Le président du comité des finances, Jocelyn Dupuis.
Le président du comité des finances, Jocelyn Dupuis.

«Des pertes de revenus sont incontournables»

La COVID-19 aura un impact financier important à Granby. Mais la santé financière globale de la Ville lui permettra de «passer à travers» la pandémie, estime le directeur général de la Ville, Michel Pinault.

« Des pertes de revenus sont incontournables. On est en train de les chiffrer. Mais il est trop tôt pour les détailler », précise-t-il.

Dans les circonstances, l’administration municipale souhaite agir avec prudence. Le surplus d’exercice de 5,4 millions $ enregistré en 2019 sera conservé pour atténuer les impacts de la COVID-19, ont récemment convenu les élus.

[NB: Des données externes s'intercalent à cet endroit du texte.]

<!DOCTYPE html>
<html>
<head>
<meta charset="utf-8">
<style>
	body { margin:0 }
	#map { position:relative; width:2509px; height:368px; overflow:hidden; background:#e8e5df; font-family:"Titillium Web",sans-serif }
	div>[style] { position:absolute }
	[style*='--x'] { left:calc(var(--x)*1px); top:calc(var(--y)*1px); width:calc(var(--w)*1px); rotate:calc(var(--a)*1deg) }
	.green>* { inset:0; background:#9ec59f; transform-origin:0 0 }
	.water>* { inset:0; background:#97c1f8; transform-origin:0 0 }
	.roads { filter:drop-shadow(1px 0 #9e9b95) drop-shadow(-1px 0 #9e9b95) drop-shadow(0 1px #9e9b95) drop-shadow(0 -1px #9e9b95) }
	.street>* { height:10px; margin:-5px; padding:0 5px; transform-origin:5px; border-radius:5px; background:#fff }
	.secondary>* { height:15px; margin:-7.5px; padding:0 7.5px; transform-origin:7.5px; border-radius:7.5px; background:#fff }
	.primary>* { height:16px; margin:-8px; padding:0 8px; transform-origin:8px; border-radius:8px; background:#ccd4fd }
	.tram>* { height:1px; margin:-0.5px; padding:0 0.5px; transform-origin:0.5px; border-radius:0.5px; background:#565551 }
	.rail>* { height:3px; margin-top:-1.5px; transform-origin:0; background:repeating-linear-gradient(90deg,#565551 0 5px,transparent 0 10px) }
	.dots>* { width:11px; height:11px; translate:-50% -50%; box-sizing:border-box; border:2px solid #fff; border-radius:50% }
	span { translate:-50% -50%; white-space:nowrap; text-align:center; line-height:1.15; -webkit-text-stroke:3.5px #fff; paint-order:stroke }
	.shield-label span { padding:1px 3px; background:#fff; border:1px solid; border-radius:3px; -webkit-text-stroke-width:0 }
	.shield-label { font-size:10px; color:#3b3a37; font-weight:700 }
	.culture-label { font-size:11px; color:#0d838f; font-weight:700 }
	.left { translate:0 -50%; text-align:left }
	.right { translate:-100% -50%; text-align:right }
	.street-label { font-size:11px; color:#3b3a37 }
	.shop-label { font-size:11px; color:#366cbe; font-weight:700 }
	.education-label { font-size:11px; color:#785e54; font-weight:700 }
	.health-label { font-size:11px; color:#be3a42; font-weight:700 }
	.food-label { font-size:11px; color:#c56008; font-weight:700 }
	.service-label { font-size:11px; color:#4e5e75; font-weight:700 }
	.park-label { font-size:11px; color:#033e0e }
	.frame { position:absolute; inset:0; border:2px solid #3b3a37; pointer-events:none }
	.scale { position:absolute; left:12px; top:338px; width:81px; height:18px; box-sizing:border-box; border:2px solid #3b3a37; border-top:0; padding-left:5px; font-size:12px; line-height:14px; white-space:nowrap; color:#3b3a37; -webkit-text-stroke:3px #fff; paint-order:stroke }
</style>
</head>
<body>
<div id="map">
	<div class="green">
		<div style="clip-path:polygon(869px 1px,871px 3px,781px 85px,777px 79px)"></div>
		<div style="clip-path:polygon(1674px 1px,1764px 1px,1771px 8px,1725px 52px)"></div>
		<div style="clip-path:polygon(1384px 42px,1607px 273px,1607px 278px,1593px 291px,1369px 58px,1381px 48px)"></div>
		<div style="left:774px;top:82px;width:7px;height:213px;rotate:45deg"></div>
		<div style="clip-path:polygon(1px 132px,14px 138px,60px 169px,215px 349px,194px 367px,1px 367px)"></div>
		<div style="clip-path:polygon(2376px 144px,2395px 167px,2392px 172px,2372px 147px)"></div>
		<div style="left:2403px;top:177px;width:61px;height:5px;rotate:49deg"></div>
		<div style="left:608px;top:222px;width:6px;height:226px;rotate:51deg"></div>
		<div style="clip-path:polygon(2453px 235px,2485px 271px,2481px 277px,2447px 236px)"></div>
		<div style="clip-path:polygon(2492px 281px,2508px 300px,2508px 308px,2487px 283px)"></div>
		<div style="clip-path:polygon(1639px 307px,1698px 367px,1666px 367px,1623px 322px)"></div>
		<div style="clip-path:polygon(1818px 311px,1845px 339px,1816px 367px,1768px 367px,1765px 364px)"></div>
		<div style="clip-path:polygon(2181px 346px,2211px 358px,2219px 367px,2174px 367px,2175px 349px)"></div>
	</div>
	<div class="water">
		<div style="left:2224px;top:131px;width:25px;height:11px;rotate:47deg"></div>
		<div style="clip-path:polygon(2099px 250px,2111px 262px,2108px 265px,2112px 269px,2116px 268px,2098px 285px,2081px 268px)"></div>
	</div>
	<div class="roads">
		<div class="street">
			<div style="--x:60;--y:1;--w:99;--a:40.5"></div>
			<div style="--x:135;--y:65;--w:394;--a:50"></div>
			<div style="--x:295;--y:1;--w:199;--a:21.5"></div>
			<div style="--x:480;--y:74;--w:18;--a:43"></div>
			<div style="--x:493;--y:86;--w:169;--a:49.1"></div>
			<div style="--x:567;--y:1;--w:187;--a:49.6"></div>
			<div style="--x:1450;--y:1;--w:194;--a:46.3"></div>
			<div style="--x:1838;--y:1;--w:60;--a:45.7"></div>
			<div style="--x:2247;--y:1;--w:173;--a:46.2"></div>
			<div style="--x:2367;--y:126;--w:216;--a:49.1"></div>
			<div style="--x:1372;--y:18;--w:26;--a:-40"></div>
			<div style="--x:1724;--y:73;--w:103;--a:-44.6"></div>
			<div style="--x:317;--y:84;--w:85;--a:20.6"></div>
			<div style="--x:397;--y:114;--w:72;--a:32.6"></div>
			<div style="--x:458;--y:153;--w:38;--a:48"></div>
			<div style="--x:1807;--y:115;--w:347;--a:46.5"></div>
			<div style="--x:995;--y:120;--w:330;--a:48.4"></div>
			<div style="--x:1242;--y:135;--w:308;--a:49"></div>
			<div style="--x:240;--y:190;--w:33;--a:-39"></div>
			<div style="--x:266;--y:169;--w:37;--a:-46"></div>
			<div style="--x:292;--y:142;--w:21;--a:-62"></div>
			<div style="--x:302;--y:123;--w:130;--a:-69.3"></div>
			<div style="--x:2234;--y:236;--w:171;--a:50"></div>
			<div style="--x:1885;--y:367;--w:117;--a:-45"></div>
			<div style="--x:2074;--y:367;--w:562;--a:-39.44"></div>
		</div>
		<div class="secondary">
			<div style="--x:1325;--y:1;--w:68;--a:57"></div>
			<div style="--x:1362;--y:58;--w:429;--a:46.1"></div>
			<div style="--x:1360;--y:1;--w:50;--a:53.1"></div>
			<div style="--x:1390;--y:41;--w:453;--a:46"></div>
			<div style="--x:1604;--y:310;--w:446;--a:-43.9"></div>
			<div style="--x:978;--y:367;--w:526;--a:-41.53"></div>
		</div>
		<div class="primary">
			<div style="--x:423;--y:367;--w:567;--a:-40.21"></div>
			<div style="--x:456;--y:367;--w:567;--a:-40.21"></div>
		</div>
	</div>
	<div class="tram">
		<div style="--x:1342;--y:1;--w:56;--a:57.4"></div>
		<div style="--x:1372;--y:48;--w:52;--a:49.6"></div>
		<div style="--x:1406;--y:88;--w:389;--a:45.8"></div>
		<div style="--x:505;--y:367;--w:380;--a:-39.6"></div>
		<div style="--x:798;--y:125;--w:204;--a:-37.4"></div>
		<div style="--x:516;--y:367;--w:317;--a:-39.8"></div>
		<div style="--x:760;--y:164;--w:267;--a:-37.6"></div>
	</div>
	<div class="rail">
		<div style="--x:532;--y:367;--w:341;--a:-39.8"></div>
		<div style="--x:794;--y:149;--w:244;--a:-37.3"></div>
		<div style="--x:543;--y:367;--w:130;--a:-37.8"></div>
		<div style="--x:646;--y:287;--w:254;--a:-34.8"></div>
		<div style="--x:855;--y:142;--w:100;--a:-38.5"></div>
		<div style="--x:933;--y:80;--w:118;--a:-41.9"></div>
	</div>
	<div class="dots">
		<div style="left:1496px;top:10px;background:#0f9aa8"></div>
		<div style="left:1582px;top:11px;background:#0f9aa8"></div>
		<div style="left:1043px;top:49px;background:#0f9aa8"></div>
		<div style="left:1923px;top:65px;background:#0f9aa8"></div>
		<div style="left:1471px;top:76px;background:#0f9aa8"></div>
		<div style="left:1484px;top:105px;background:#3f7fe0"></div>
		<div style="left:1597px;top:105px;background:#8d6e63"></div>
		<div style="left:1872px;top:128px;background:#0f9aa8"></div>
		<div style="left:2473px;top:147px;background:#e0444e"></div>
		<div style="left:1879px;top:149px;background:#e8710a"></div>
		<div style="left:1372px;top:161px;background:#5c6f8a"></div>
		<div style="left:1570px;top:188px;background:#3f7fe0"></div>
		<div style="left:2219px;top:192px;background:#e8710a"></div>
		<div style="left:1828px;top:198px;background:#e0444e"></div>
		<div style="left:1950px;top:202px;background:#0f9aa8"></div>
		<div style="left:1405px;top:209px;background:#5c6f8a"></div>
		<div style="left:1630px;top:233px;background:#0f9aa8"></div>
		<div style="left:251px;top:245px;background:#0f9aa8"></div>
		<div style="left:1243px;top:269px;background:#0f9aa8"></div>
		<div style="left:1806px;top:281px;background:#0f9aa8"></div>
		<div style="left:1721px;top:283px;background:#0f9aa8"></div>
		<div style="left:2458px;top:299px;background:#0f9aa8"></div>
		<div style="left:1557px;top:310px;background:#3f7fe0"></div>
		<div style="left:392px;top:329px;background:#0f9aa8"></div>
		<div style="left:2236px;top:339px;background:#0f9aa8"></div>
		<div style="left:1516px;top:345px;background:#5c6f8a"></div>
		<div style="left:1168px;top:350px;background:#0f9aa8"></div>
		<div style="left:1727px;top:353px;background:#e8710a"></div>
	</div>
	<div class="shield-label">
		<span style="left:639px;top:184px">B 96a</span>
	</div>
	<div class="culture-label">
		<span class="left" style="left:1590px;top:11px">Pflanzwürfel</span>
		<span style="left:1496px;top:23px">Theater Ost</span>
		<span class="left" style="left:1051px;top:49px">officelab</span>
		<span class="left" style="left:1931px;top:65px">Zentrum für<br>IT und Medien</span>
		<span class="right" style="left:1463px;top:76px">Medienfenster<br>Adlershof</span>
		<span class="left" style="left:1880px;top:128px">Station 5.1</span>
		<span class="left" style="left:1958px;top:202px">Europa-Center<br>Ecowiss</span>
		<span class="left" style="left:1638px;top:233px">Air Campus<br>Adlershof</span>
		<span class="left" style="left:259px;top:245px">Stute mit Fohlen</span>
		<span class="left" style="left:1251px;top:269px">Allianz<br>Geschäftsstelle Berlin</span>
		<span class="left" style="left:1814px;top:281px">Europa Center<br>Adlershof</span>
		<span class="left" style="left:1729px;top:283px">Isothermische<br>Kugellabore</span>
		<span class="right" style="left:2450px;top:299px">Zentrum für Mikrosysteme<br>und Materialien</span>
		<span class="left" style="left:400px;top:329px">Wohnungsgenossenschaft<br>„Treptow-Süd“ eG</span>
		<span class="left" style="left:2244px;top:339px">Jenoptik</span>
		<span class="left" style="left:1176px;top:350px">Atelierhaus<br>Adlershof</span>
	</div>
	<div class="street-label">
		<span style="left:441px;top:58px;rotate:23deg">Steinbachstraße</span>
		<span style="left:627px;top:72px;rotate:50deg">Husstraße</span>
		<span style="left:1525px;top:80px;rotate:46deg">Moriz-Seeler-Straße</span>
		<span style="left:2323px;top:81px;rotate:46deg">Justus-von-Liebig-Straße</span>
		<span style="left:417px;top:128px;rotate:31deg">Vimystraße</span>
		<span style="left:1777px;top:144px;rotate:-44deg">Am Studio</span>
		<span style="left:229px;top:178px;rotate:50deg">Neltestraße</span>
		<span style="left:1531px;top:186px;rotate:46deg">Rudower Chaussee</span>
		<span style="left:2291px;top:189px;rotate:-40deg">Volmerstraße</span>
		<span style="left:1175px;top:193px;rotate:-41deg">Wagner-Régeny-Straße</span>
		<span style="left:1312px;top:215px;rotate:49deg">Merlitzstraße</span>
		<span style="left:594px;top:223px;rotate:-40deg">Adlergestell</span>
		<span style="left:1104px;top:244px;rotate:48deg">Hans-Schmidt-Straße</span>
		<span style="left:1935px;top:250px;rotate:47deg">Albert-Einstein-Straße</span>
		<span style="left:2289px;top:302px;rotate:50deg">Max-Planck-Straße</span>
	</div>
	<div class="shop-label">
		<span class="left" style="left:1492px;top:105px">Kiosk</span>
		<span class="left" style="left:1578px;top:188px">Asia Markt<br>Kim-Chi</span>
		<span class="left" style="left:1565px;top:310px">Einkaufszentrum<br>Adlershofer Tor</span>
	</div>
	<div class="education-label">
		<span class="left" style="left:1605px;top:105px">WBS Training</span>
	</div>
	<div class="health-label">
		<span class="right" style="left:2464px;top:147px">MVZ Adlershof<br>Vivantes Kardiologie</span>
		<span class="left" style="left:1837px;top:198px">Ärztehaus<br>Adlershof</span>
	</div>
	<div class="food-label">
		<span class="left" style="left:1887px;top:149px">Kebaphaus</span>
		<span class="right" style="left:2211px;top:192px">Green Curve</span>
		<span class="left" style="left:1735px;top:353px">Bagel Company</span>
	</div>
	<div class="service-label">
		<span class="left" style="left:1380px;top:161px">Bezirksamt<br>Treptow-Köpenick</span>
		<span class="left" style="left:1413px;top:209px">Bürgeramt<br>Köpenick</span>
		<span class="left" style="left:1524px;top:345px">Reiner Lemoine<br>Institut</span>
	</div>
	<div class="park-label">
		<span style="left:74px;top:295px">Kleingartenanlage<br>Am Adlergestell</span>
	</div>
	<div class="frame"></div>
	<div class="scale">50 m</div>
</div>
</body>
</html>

Bon nombre de projets prévus en 2020 au programme triennal d’immobilisation sont maintenus, mais trois d’entre eux sont retirés. Ce n’est pas cette année qu’une réserve sera créée pour l’aménagement d’un carrefour giratoire à l’intersection des rues Mountain et Richard-Frost, qu’une clôture sera remplacée au stade Napoléon-Fontaine ou que de l’affichage sera réalisé au centre-ville. Des économies de 1,2 million $ seront ainsi réalisées, note le conseiller municipal et président du comité des finances, Jocelyn Dupuis. Le début des travaux de la première phase du chantier de réaménagement du centre-ville est aussi repoussé à 2021.

Le report des échéances de taxes foncières s’est par ailleurs traduit, à court terme, par une baisse de revenus. « Normalement, on attendait environ 14 millions $ le 22 avril. On a reçu seulement 4,6 millions $. Il y a quand même des gens qui ont décidé de ne pas reporter leur paiement. Mais lorsque le comité des finances a pris cette décision-là, il était conscient qu’il y aurait un coût relié au report du paiement de taxes », relève le DG de la Ville.

Mises à pied et rappels

En contrepartie, les mises à pied réalisées au sein du personnel de la Ville, dont plusieurs auprès d’employés permanents, se sont traduites par des économies sur la masse salariale. Ces économies n’étaient toutefois pas l’objectif recherché, insiste Michel Pinault. Cette décision a été prise afin de respecter les consignes émises par le gouvernement québécois, rappelle-t-il.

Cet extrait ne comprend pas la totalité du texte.